Interview

L’essor des zones industrielles (re)dessine la gestion immobilière commerciale 

Le paysage immobilier du XXIe siècle n’a plus rien à voir avec celui du siècle précédent. Aux immeubles d’habitation sont venus se greffer de nouvelles manières de construire et d’envisager la répartition du bâti. L’ère de la segmentation entre habitat et industrie semble révolue; l’heure est à la mixité et à la mutualisation des espaces. Dans ce contexte, les zones industrielles occupent un rôle clef, trouvant peu à peu leur place dans et aux abords des centres-villes. Ces pôles d’activité requièrent des modes de gestion très particuliers, où savoir-faire et expertise sont incontournables. Le point de vue de Vincent Hamel, sous-directeur responsable du Service gérance chez Gerofinance-Dunand SA.

– Quelle place occupe aujourd’hui l’immobilier commercial en Suisse romande? 

– Une place de plus en plus importante, tant numériquement avec le nombre de bâtiments qui sortent de terre, qu’en termes de superficie.

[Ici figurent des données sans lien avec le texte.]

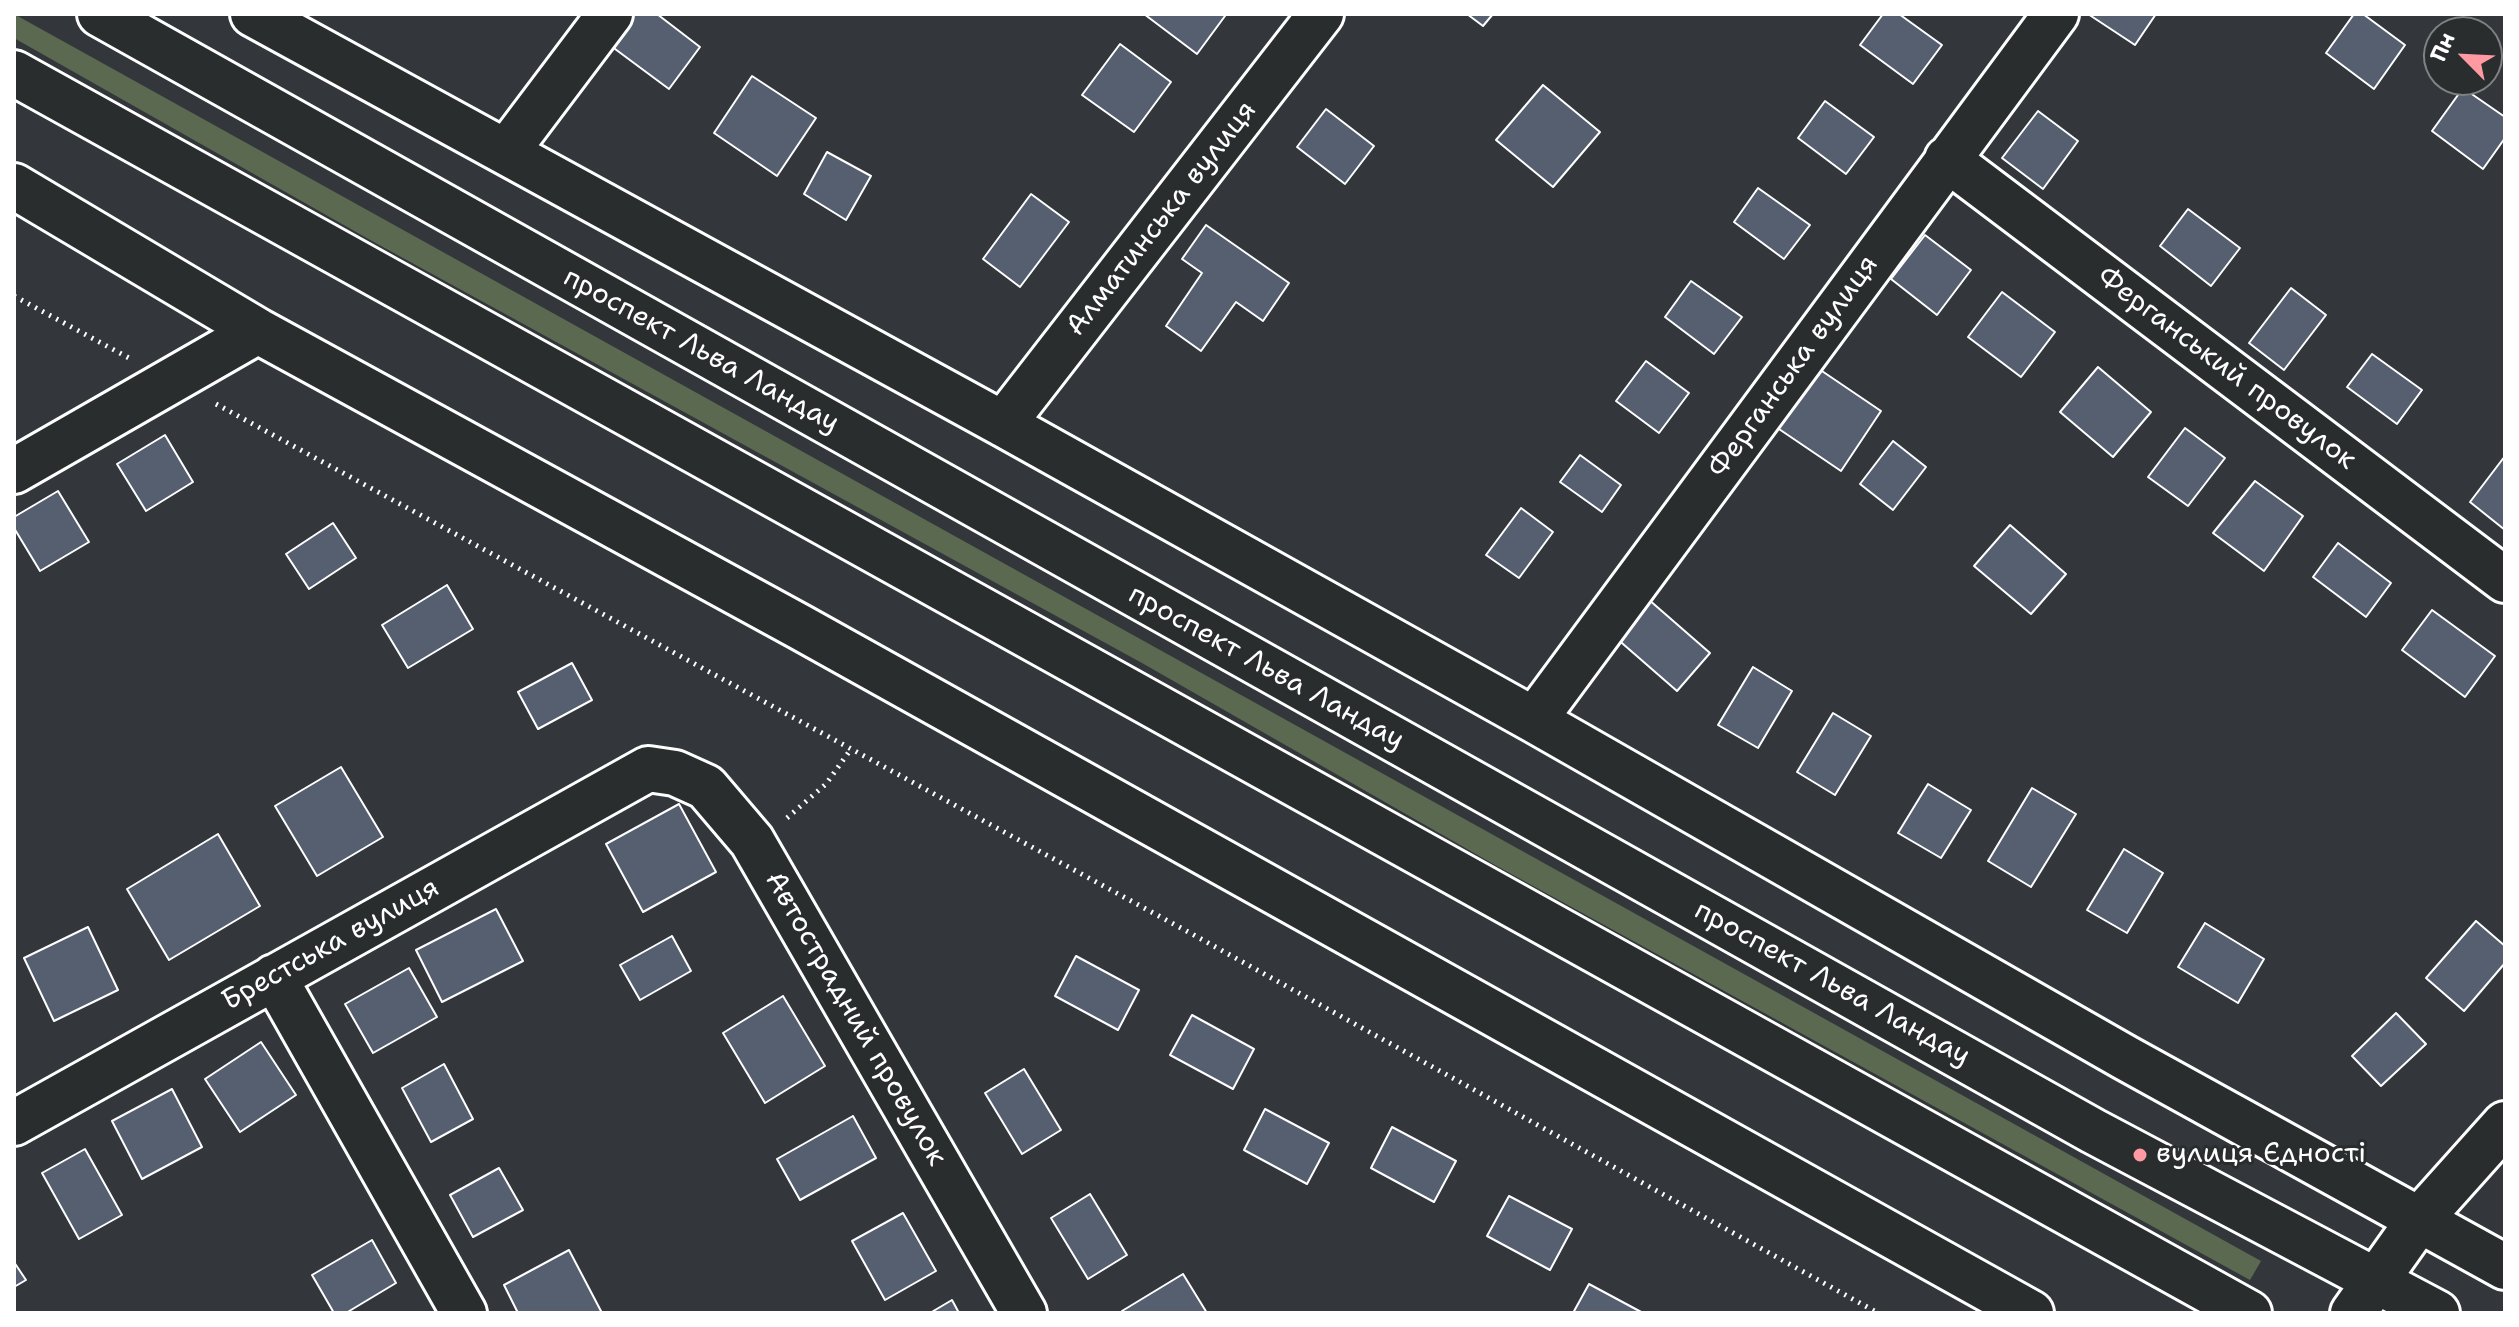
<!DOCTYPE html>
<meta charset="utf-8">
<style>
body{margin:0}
#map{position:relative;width:2519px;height:1327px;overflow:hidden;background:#33373b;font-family:"Shantell Sans",sans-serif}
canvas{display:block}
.frame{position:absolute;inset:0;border:16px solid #fff;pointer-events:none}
.north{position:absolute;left:2423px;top:16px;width:80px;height:80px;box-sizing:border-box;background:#2a2d2e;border:2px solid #7f8182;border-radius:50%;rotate:294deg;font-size:22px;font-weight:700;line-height:32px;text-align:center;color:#fff}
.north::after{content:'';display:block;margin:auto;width:28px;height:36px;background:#ff9aa2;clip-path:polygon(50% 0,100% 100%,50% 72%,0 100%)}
</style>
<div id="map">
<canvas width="2519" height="1327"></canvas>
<div class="frame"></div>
<div class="north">Пн</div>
</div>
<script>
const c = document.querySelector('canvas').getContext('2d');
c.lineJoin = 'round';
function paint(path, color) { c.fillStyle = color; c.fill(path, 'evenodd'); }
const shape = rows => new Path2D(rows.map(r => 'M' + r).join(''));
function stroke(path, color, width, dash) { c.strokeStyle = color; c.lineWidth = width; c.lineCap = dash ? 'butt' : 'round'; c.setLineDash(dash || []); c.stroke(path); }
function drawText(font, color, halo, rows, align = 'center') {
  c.font = font + ' "Shantell Sans",sans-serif'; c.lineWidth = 6; c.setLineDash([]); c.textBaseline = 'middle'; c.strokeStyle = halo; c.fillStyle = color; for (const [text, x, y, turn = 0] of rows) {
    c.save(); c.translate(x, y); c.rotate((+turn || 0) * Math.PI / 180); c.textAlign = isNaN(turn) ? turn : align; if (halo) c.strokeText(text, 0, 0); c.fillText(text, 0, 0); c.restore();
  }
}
const green = shape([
 [14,14,2261,1261,2250,1280,1495,865,1142,663,372,241,14,38]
]);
const building = shape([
 [635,14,657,14,700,47,669,89,611,46,635,14],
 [1144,14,1222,14,1225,16,1197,54,1144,14],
 [1467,14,1493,14,1483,26,1467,14],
 [1883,14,1899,14,1942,45,1913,84,1860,45,1883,14],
 [2088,14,2156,14,2135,45,2088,14],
 [2354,14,2363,14,2405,45,2374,89,2326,53,2354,14],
 [1120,44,1171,82,1134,132,1082,95,1120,44],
 [752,76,816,118,777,176,714,133,752,76],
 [1543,85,1600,132,1553,187,1496,140,1543,85],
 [2463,88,2505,117,2505,138,2483,169,2432,131,2463,88],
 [1825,101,1874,137,1846,174,1798,138,1825,101],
 [1326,109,1374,146,1345,184,1297,147,1326,109],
 [2038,111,2078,141,2043,189,2002,158,2038,111],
 [827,152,871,176,846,220,804,194,827,152],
 [1758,188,1810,225,1784,259,1734,222,1758,188],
 [1031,194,1069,222,1020,287,983,259,1031,194],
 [2188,209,2240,248,2211,286,2160,246,2188,209],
 [1206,225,1289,283,1263,321,1236,302,1201,351,1166,326,1202,273,1182,259,1206,225],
 [1925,235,1971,270,1937,315,1891,279,1925,235],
 [1691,281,1742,317,1714,354,1665,317,1691,281],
 [2291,288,2326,315,2284,370,2249,343,2291,288],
 [2002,292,2055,332,2021,377,1968,337,2002,292],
 [2372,354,2422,390,2397,424,2347,387,2372,354],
 [1646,361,1689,393,1659,433,1616,401,1646,361],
 [1816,367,1881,411,1841,471,1776,427,1816,367],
 [2098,367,2151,412,2113,457,2060,412,2098,367],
 [2185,428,2225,458,2188,506,2148,477,2185,428],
 [165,435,193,482,146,511,117,464,165,435],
 [1893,441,1926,467,1893,510,1860,484,1893,441],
 [1580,455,1621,485,1602,512,1560,482,1580,455],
 [2505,456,2505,530,2470,502,2505,456],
 [2255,481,2303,516,2264,571,2213,533,2255,481],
 [58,491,89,542,40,571,14,528,14,517,58,491],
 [1521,508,1553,532,1519,578,1486,555,1521,508],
 [333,523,356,558,309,589,286,554,333,523],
 [2010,525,2066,574,2031,614,1974,566,2010,525],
 [2338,543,2391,583,2366,617,2313,577,2338,543],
 [447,585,473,629,408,668,382,625,447,585],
 [1648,599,1710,653,1677,691,1615,637,1648,599],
 [2432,610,2495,656,2465,697,2402,650,2432,610],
 [572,663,592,700,538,729,518,692,572,663],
 [1753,667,1792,691,1758,748,1718,725,1753,667],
 [1833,713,1871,736,1835,795,1797,772,1833,713],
 [341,767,383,837,317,876,275,806,341,767],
 [1928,784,1971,810,1941,858,1898,833,1928,784],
 [2032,788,2076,814,2031,887,1988,861,2032,788],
 [679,804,716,872,643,912,606,844,679,804],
 [218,834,260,906,169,960,127,889,218,834],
 [2124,849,2163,873,2127,933,2087,910,2124,849],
 [496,909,523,961,442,1002,416,950,496,909],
 [2476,921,2505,946,2505,963,2464,1011,2426,978,2476,921],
 [2205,923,2264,959,2238,1003,2178,967,2205,923],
 [88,927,118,990,54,1021,24,958,88,927],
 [672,936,691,971,640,1000,620,965,672,936],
 [1076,956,1139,990,1118,1030,1055,996,1076,956],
 [409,968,437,1017,373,1053,345,1004,409,968],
 [783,996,825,1066,765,1103,723,1033,783,996],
 [2396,1013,2426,1044,2381,1086,2352,1056,2396,1013],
 [1192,1015,1254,1049,1233,1089,1170,1055,1192,1015],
 [261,1042,296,1095,240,1132,205,1079,261,1042],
 [444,1064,473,1119,431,1142,402,1088,444,1064],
 [1024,1069,1061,1130,1022,1154,985,1093,1024,1069],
 [172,1089,202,1147,142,1179,112,1121,172,1089],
 [1265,1109,1329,1143,1307,1184,1244,1150,1265,1109],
 [853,1116,876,1158,800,1200,777,1159,853,1116],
 [1392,1127,1456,1161,1434,1202,1371,1168,1392,1127],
 [85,1149,122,1215,79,1239,42,1173,85,1149],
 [499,1168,523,1210,473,1237,450,1195,499,1168],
 [1090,1194,1127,1255,1088,1279,1051,1218,1090,1194],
 [1509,1196,1572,1229,1550,1270,1487,1236,1509,1196],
 [903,1213,936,1271,885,1300,852,1241,903,1213],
 [372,1240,396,1283,346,1313,334,1313,312,1275,372,1240],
 [569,1250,602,1313,518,1313,504,1285,569,1250],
 [14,1262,26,1280,14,1287,14,1262],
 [1183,1274,1207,1313,1124,1313,1122,1311,1183,1274],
 [1589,1284,1643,1313,1573,1313,1589,1284],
 [952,1300,959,1313,930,1313,952,1300]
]);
const path = shape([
 [14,296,129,358],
 [216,404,1192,934,1878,1313],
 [787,818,826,784,851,749]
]);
const street = shape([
 [253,14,1003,424,1534,720,2126,1058,2505,1267],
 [506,152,610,14],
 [1947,159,2505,580],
 [14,186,258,331,800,627,2031,1313],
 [1003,424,1321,14],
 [14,471,258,331],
 [1534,720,2056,14],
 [274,977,464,1313],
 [14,1123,648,769,675,773,706,787,752,841,1024,1313]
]);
const secondary = shape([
 [2353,1313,2419,1220,2505,1124]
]);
const primary = shape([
 [100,14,2093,1131,2437,1313],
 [14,73,2249,1313]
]);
const markers = [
 [2140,1155,8,"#ff9aa2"]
];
const streetNames = [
 ["Алматинська вулиця",1162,219,-52],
 ["проспект Льва Ландау",701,351,29],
 ["Ферганська вулиця",1794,367,-54],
 ["Ферганський провулок",2226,369,37],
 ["проспект Льва Ландау",1266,668,29],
 ["Брестська вулиця",331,945,-29],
 ["проспект Льва Ландау",1832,984,29],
 ["Автострадний провулок",855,1019,60]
];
const poiNames = [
 ["вулиця Єдності",2156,1155]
];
paint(green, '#5b6951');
paint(building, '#565f70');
stroke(building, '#fff', 2);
stroke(street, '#fff', 50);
stroke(secondary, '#fff', 50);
stroke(primary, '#fff', 50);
stroke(path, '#fff', 5, [2, 6]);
stroke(street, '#2a2d2e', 44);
stroke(secondary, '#2a2d2e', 44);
stroke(primary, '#2a2d2e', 44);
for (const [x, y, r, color] of markers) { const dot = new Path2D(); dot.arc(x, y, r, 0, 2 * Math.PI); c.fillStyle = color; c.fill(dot); stroke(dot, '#2a2d2e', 3); }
drawText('28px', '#fff', '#2a2d2e', streetNames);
drawText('28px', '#fff', '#2a2d2e', poiNames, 'left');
</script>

Nous voyons aujourd’hui de véritables pôles industriels émerger, adjacents à des zones d’habitation et de commerces de proximité. Le nombre de mètres carrés disponible est important, se répartissant entre des très gros plateaux plutôt difficiles à louer et des petites surfaces plus prisées.

Si l’offre est très présente, le marché est toujours en mouvement, ce qui nous oblige à nous adapter constamment, à faire preuve d’une extrême flexibilité. Car le paradoxe réside précisément là: si le bâti une fois construit est de l’«acquis» (et ce, a priori, pour de nombreuses années), la demande ne l’est en aucun cas. Et il ne faut pas oublier que les constructions d’aujourd’hui sont le fruit de permis octroyés il y a plusieurs années, à un instant «T» où la demande n’était peut-être pas la même qu’au moment de leur commercialisation.

– Quelles stratégies mettez-vous en place pour équilibrer ce ratio offre/demande dans ce contexte? 

– Nous élaborons notre stratégie en fonction de la spécificité de l’objet, de sa typologie et de son implantation géographique, comme nous l’avons fait par exemple récemment pour un bâtiment industrielle de la Zimeysa (zone industrielle Meyrin-Satigny), dans laquelle nous sommes très actifs. Mais au-delà de la stratégie, notre plus grande force réside dans le fait d’avoir un service de gestion d’immobilier commercial dédié, avec du personnel formé spécifiquement et des outils informatiques appropriés.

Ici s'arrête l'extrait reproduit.